◆ WORK TO BE COMPLETED
Go over the lines below, and when one contains the word "index", copy it.

◆ Stored data
****
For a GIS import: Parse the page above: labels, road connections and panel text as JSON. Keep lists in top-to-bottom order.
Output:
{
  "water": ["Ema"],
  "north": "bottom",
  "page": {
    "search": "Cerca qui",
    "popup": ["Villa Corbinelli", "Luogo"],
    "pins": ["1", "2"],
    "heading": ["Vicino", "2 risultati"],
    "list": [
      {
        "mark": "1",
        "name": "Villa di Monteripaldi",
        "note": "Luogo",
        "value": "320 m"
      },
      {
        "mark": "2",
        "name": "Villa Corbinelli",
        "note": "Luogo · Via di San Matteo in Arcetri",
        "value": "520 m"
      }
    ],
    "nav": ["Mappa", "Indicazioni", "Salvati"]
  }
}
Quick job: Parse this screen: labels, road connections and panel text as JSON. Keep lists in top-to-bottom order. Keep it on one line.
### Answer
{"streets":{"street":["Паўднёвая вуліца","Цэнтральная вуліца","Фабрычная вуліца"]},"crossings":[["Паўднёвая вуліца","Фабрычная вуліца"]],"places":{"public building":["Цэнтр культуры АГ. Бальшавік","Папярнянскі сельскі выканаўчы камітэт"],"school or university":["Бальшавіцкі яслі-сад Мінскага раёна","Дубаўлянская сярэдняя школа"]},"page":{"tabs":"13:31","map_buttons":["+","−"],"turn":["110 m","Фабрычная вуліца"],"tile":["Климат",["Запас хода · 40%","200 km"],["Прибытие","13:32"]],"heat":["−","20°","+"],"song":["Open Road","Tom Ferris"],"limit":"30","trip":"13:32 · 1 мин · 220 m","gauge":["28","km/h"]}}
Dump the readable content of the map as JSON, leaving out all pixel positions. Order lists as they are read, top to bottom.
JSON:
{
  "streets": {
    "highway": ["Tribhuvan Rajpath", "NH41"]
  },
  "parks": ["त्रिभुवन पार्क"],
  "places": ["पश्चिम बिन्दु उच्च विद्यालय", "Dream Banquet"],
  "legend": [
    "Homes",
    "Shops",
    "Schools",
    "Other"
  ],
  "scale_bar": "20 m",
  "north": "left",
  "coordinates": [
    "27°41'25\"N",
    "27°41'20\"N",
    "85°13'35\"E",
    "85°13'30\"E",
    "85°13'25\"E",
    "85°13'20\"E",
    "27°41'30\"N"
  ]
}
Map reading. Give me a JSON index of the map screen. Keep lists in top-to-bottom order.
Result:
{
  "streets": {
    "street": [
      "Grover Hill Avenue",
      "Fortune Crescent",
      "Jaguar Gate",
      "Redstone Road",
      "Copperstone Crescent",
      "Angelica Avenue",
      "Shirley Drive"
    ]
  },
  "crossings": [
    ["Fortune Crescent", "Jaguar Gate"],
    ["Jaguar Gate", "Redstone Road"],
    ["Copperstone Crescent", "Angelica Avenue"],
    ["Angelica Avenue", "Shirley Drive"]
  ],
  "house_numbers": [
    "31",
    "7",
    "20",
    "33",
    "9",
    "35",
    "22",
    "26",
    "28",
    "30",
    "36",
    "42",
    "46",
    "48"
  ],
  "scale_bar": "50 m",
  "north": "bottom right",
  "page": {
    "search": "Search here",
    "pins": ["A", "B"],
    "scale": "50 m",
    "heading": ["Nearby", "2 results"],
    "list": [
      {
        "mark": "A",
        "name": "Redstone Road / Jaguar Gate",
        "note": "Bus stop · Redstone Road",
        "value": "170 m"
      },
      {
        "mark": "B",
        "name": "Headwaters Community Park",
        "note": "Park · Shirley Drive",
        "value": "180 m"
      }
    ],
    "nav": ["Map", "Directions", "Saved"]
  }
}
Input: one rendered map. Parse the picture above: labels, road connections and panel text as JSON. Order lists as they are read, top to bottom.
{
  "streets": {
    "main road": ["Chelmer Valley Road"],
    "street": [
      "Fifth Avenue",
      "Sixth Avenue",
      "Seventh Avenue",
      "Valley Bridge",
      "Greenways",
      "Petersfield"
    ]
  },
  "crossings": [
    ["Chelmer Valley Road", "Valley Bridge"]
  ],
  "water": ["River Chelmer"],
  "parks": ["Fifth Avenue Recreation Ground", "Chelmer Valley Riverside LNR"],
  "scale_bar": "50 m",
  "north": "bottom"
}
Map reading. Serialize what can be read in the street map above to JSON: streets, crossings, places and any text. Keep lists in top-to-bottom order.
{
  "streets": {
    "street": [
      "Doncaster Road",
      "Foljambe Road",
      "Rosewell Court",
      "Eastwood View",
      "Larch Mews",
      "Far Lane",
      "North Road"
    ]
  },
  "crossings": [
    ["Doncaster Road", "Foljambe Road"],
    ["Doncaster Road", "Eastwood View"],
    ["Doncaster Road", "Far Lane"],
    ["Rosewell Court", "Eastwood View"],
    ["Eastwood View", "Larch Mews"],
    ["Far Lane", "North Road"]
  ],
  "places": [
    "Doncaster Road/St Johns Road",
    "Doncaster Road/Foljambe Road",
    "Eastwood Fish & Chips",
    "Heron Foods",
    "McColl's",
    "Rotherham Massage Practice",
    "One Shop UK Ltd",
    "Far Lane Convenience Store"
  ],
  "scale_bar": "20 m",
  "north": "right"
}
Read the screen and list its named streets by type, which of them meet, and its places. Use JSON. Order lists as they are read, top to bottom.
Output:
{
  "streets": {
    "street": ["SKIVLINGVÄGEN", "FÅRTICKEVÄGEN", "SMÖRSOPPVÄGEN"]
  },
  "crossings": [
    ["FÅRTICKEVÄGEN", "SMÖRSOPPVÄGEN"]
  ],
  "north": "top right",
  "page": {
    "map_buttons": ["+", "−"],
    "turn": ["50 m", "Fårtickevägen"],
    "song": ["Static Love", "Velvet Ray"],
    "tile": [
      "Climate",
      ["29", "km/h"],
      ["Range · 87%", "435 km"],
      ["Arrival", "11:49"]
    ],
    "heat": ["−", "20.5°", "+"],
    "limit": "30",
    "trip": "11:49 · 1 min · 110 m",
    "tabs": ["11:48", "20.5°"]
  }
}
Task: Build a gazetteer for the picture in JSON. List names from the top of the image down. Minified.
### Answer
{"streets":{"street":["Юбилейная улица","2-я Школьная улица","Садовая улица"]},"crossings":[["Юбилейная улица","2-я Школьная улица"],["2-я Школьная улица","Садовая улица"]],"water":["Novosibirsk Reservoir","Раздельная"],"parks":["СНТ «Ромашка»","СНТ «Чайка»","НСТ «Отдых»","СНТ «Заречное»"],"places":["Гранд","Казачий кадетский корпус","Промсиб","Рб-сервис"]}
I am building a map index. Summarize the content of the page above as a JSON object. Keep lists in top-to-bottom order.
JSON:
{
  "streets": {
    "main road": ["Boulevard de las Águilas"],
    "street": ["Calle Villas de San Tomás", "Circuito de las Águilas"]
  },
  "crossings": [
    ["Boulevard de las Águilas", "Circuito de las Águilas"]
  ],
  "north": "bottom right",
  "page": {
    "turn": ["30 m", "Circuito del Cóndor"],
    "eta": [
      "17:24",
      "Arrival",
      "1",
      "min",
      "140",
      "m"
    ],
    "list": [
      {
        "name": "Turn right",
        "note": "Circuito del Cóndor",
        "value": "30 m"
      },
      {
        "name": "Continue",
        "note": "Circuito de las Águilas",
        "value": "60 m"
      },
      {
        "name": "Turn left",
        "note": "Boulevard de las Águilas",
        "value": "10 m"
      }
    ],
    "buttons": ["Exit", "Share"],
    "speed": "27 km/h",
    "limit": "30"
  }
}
****
◆ EXERCISE OUTPUT
Map reading. Give me a JSON index of the map screen. Keep lists in top-to-bottom order.
I am building a map index. Summarize the content of the page above as a JSON object. Keep lists in top-to-bottom order.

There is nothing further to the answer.